§ WHAT TO WORK ON
Looking at the records below, please work out how many lines contain the word "bottom" and give the number alone.

━━━━━ GIVEN DATA

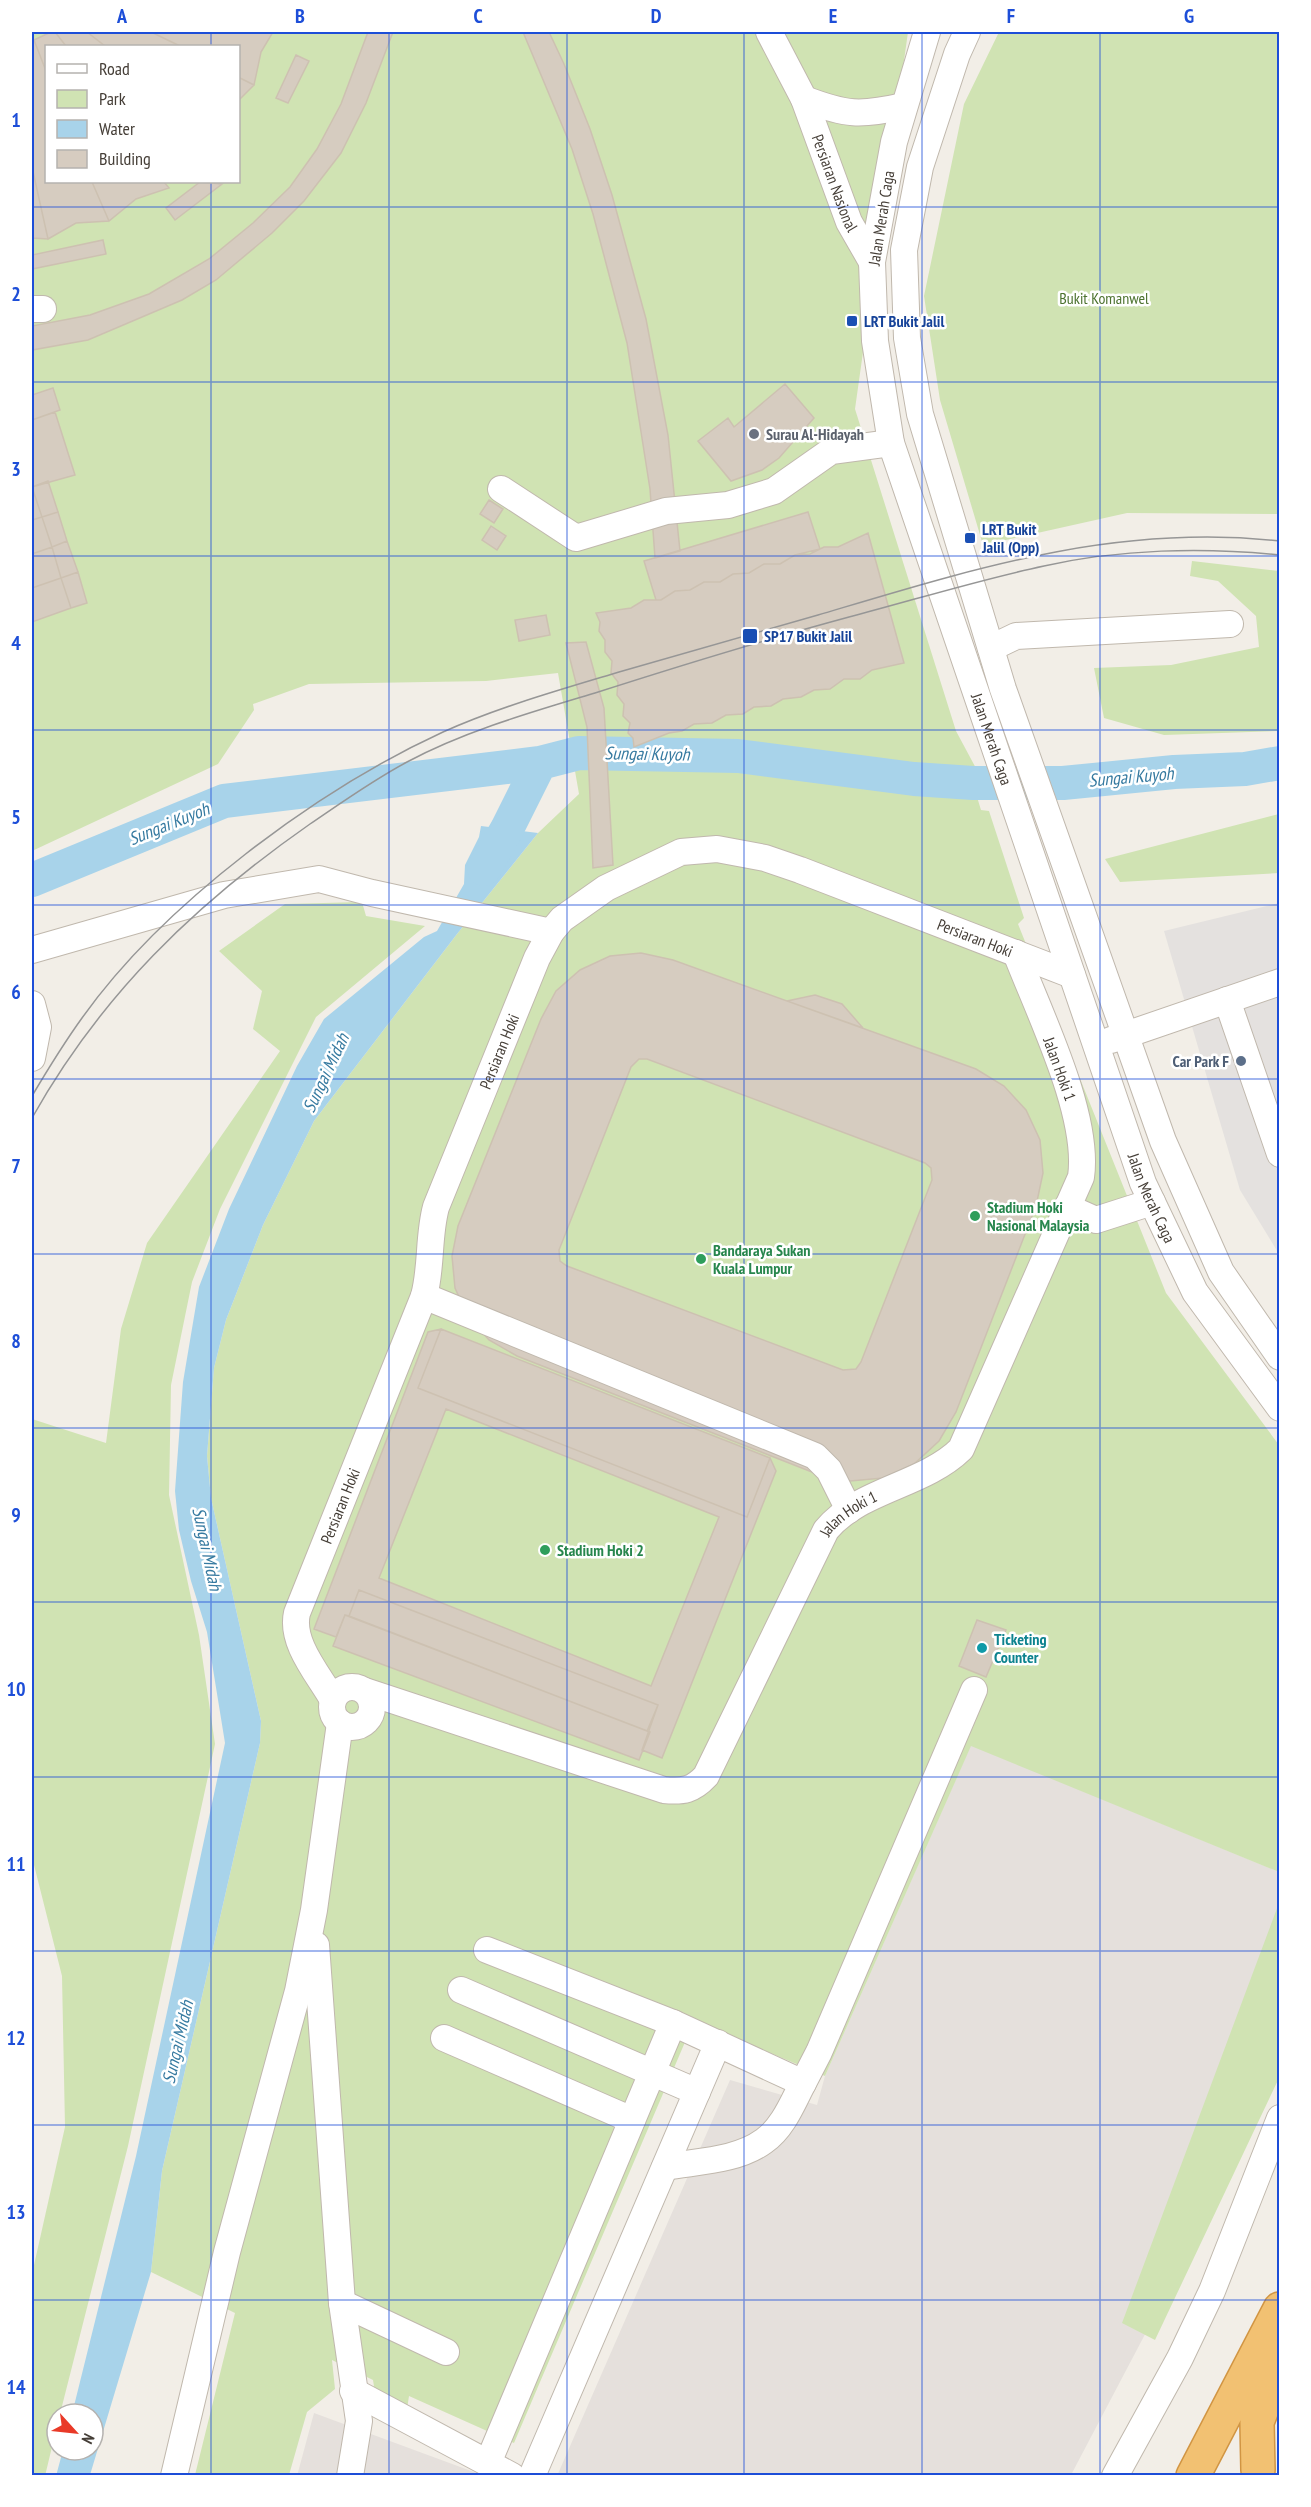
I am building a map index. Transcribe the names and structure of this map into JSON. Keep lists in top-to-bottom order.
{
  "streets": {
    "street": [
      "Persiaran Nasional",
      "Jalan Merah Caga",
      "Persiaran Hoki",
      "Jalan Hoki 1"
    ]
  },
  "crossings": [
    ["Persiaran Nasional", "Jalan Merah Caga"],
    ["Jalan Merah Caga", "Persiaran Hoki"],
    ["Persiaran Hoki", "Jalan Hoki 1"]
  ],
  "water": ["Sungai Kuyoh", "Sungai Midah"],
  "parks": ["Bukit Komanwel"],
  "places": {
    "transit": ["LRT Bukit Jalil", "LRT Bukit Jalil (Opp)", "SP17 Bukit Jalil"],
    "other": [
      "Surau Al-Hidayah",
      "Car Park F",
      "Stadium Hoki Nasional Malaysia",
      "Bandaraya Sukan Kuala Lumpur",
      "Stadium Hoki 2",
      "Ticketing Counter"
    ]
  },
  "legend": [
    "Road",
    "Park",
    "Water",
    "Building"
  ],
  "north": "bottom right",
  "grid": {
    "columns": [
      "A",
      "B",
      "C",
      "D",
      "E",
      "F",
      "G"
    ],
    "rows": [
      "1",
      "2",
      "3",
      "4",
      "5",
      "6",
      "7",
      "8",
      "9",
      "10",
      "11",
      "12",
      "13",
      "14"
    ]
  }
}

━━━━━━━━━━

§ EXERCISE RESULT
2